Now, there’s a plan in place to hopefully allow students to sleep in while shortening the time it takes them to get to class.
“The express stop model is essentially point-A to point-B travel, so we’ll have an express stop site identified for these schools, and folks will brings those students to those express stops, bus picks up those students and travels directly to the school they’re assigned to,” Adam Johnson, the executive director for CMS Transportation said.
“You don’t want your kids sitting on a bus for four hours, so cutting that down is great,” Summer Nunn, a CMS Board of Education member for District 6, added.
The high school magnet programs impacted by the express stops include:
- Harding IB & Berry Technical Academy
- East Mecklenburg High School
- Hawthorne & Military Global Leadership
- North Mecklenburg High School
- Northwest School of Arts
- Secondary Montessori @ JT Williams
- South Mecklenburg High School
- EE Waddell
- PACE – district wide program
- CPCC – Central Campus
“This doesn’t involve every student at these schools that are identified, it’s just for those schools that are identified in the magnet program that live outside of those schools’ attendance boundary,” Johnson said. “If your student does live in that schools attendance boundary, your transportation won’t change next year, it will be the same as it is currently.”
A total of 5,151 students in the magnet program will be impacted the new express stops next school year. Under the current model, there are over 5,000 bus stops for high school magnet programs, but the new express stops model would reduce that to 185 stops.

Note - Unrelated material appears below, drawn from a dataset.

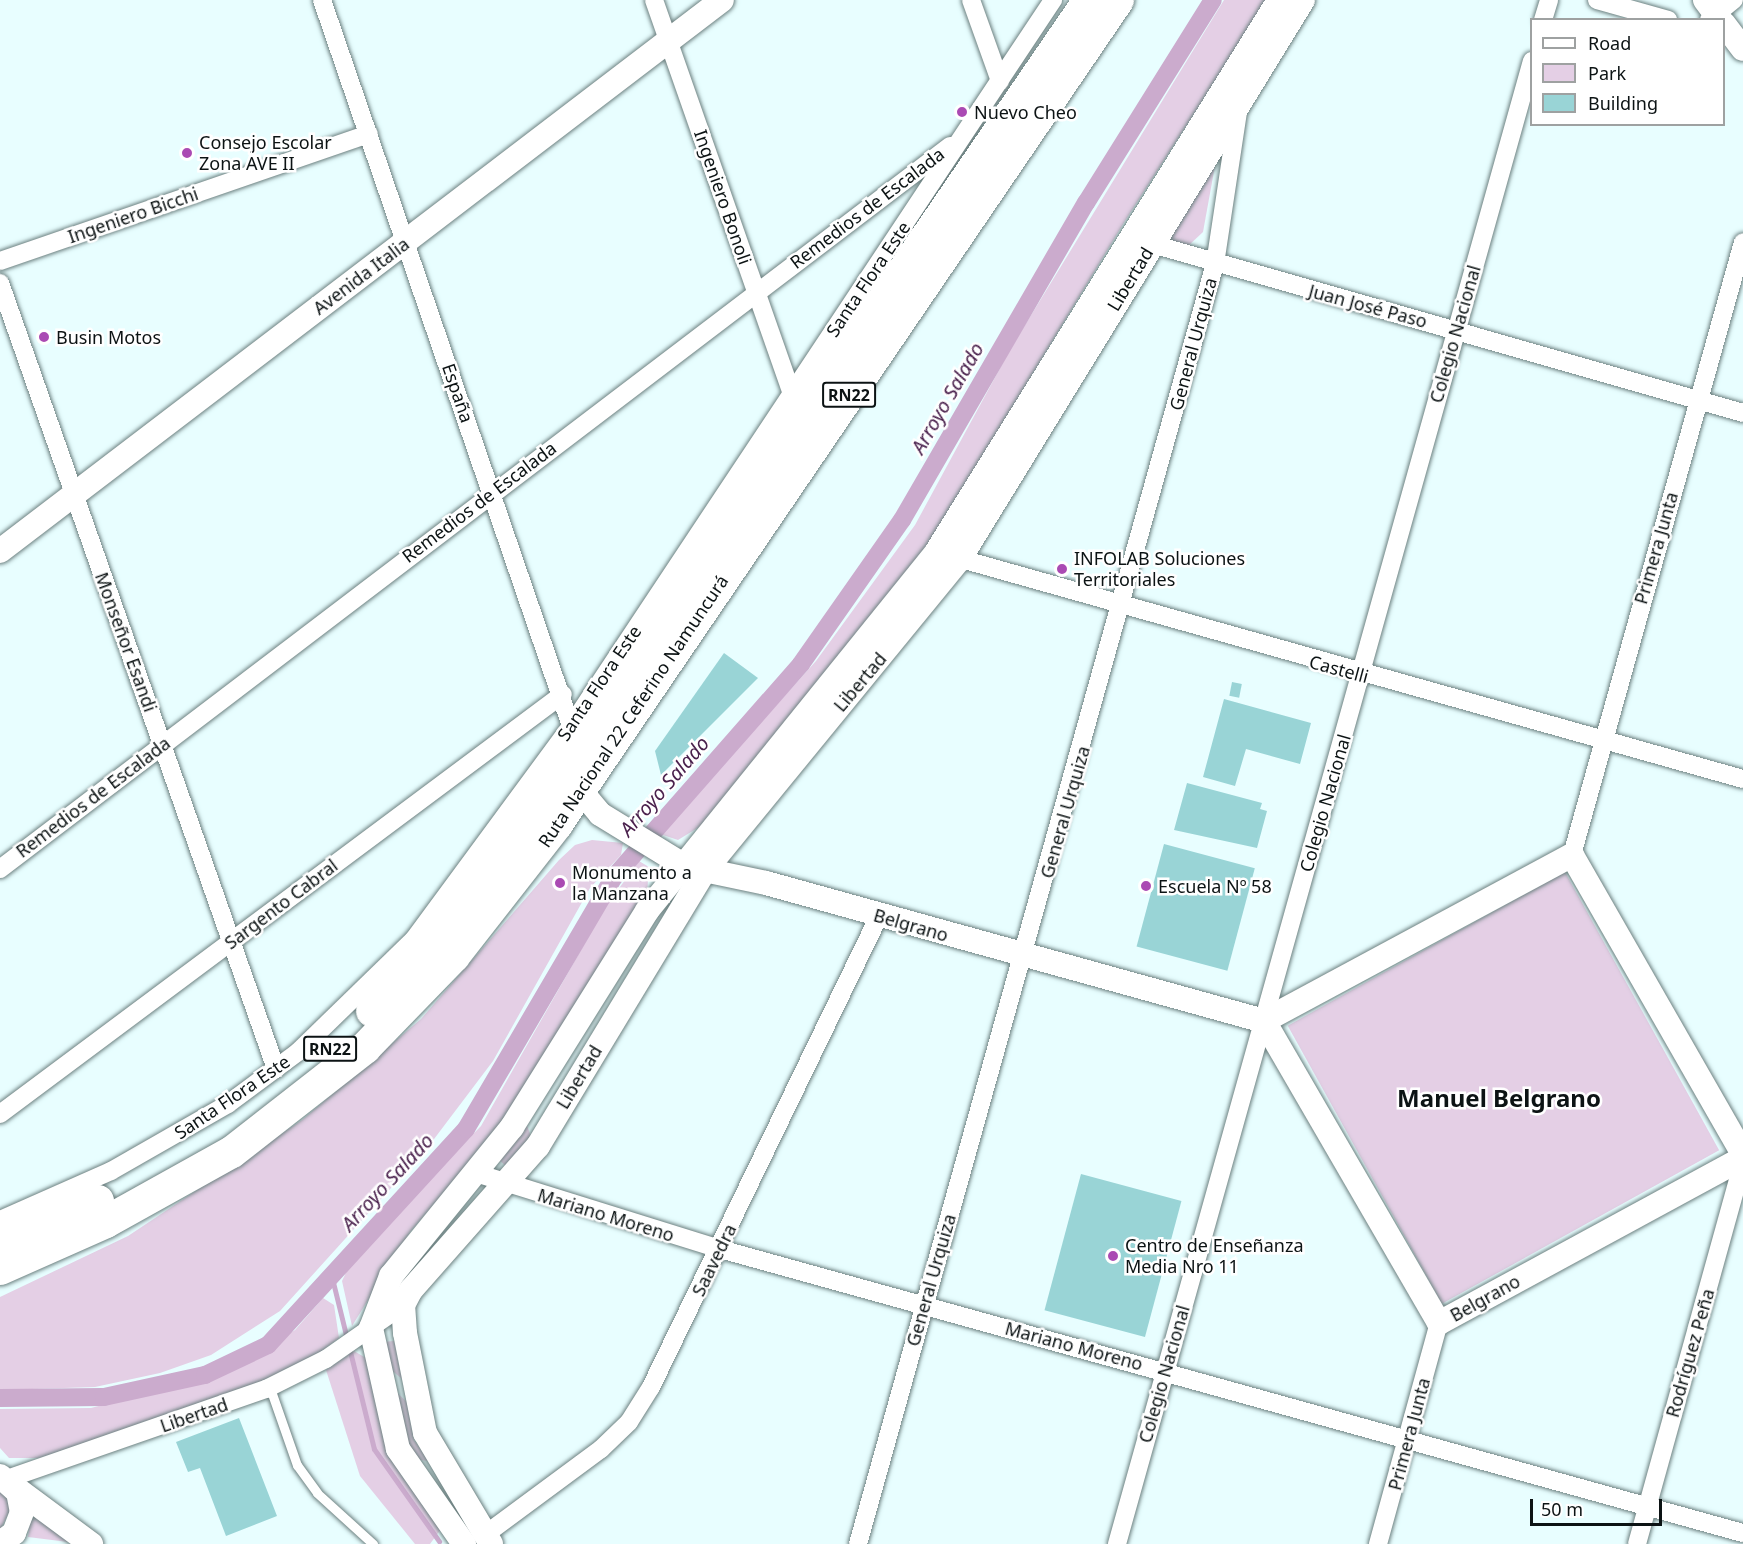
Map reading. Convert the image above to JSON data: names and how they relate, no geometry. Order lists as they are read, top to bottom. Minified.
{"streets":{"highway":["RN22","Ruta Nacional 22 Ceferino Namuncurá"],"street":["Ingeniero Bonoli","Remedios de Escalada","Ingeniero Bicchi","Avenida Italia","Santa Flora Este","Libertad","Juan José Paso","Colegio Nacional","General Urquiza","España","Primera Junta","Monseñor Esandi","Castelli","Sargento Cabral","Belgrano","Mariano Moreno","Saavedra","Rodríguez Peña"]},"crossings":[["Ingeniero Bonoli","Remedios de Escalada"],["Ingeniero Bonoli","Avenida Italia"],["Ingeniero Bonoli","Santa Flora Este"],["Remedios de Escalada","Santa Flora Este"],["Remedios de Escalada","España"],["Remedios de Escalada","Monseñor Esandi"],["Ingeniero Bicchi","España"],["Avenida Italia","España"],["Avenida Italia","Monseñor Esandi"],["Santa Flora Este","España"],["Santa Flora Este","Monseñor Esandi"],["Santa Flora Este","Ruta Nacional 22 Ceferino Namuncurá"],["Libertad","Juan José Paso"],["Libertad","General Urquiza"],["Libertad","Castelli"],["Libertad","Belgrano"],["Libertad","Mariano Moreno"],["Juan José Paso","Colegio Nacional"],["Juan José Paso","General Urquiza"],["Juan José Paso","Primera Junta"],["Colegio Nacional","Castelli"],["Colegio Nacional","Belgrano"],["Colegio Nacional","Mariano Moreno"],["General Urquiza","Castelli"],["General Urquiza","Belgrano"],["General Urquiza","Mariano Moreno"],["España","Ruta Nacional 22 Ceferino Namuncurá"],["España","Sargento Cabral"],["España","Belgrano"],["Primera Junta","Castelli"],["Primera Junta","Belgrano"],["Primera Junta","Mariano Moreno"],["Monseñor Esandi","Sargento Cabral"],["Ruta Nacional 22 Ceferino Namuncurá","Belgrano"],["Belgrano","Saavedra"],["Mariano Moreno","Saavedra"],["Mariano Moreno","Rodríguez Peña"]],"districts":["Manuel Belgrano"],"water":["Arroyo Salado"],"places":["Nuevo Cheo","Consejo Escolar Zona AVE II","Busin Motos","INFOLAB Soluciones Territoriales","Monumento a la Manzana","Escuela Nº 58","Centro de Enseñanza Media Nro 11"],"legend":["Road","Park","Building"],"scale_bar":"50 m"}
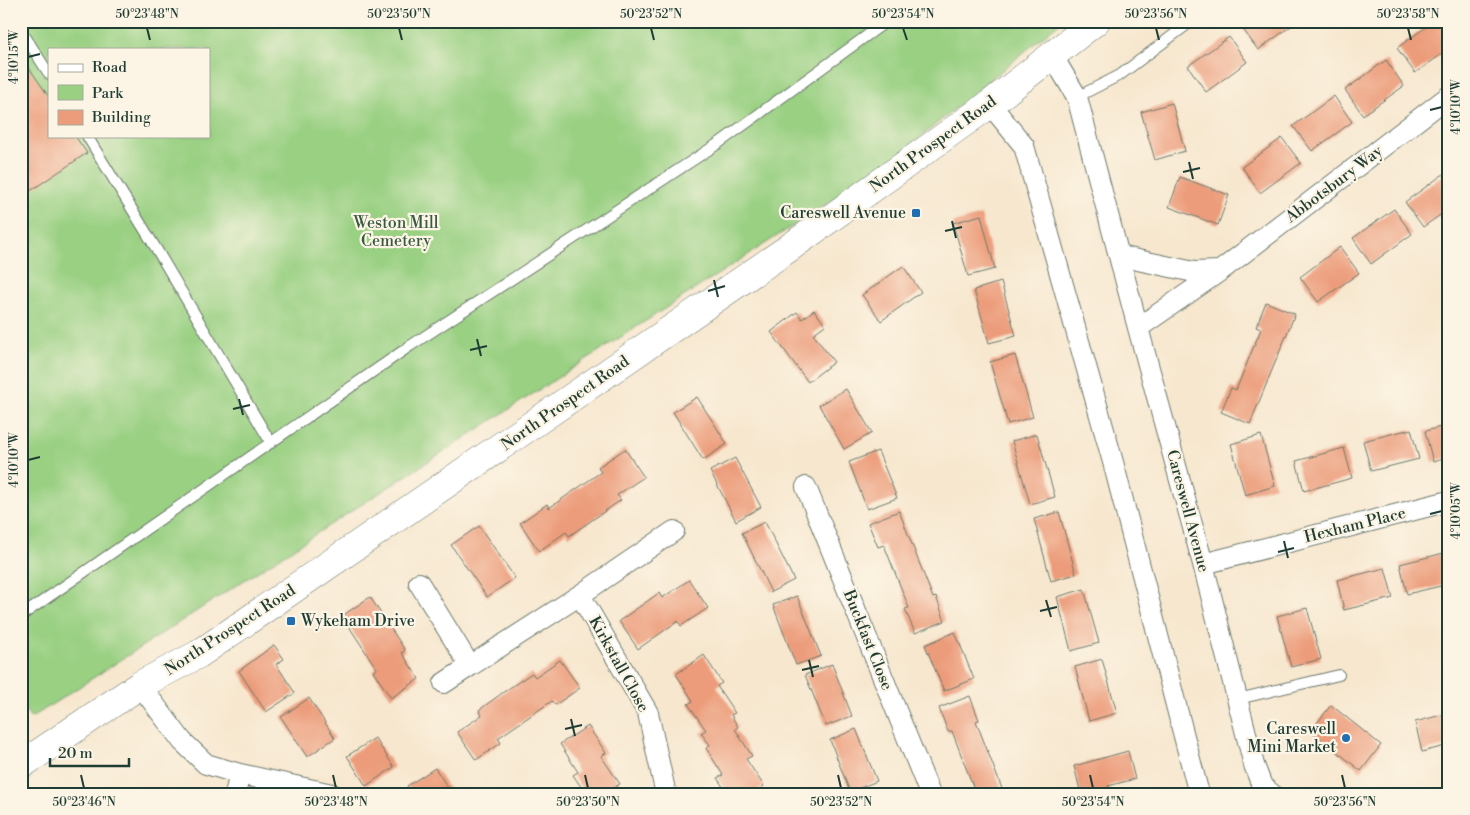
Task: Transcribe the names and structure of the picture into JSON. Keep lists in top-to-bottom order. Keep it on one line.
{"streets":{"street":["North Prospect Road","Abbotsbury Way","Careswell Avenue","Hexham Place","Buckfast Close","Kirkstall Close"]},"crossings":[["North Prospect Road","Careswell Avenue"],["Abbotsbury Way","Careswell Avenue"],["Careswell Avenue","Hexham Place"]],"parks":["Weston Mill Cemetery"],"places":{"transit":["Careswell Avenue","Wykeham Drive"],"other":["Careswell Mini Market"]},"legend":["Road","Park","Building"],"scale_bar":"20 m","coordinates":["50°23'48\"N","50°23'50\"N","50°23'52\"N","50°23'54\"N","50°23'56\"N","50°23'58\"N","4°10'15\"W","4°10'10\"W","4°10'05\"W","50°23'46\"N"]}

“With that kind of an impact you can certainly imagine the number of miles that it will reduce, about 1.4 miles, fewer miles that our buses would normally do,” Johnson said.
CMS Board of Education members understand this could still be challenging for some parents.
“You’re going to see some that will not benefit, but they want to benefit from it but they won’t have the means because of getting them to that stop, that express stop, to pick up, to take them there and to pick them up,” Lenora Sanders-Shipp, a CMS Board of Education at-large member, said.
CMS said it will work to identify parents with issues months before school starts.
The district said the express stop model will help save money, reduce the time students are on the bus, and help with the current driver shortage.
“We’re confident next year by going to the express model we’ll have more resources available with drivers to provide better service the families,” Johnson said.
Throughout the spring and summer, CMS will talk with schools and parents whose students will be impacted by this change so parents will not be caught off guard once school starts in August.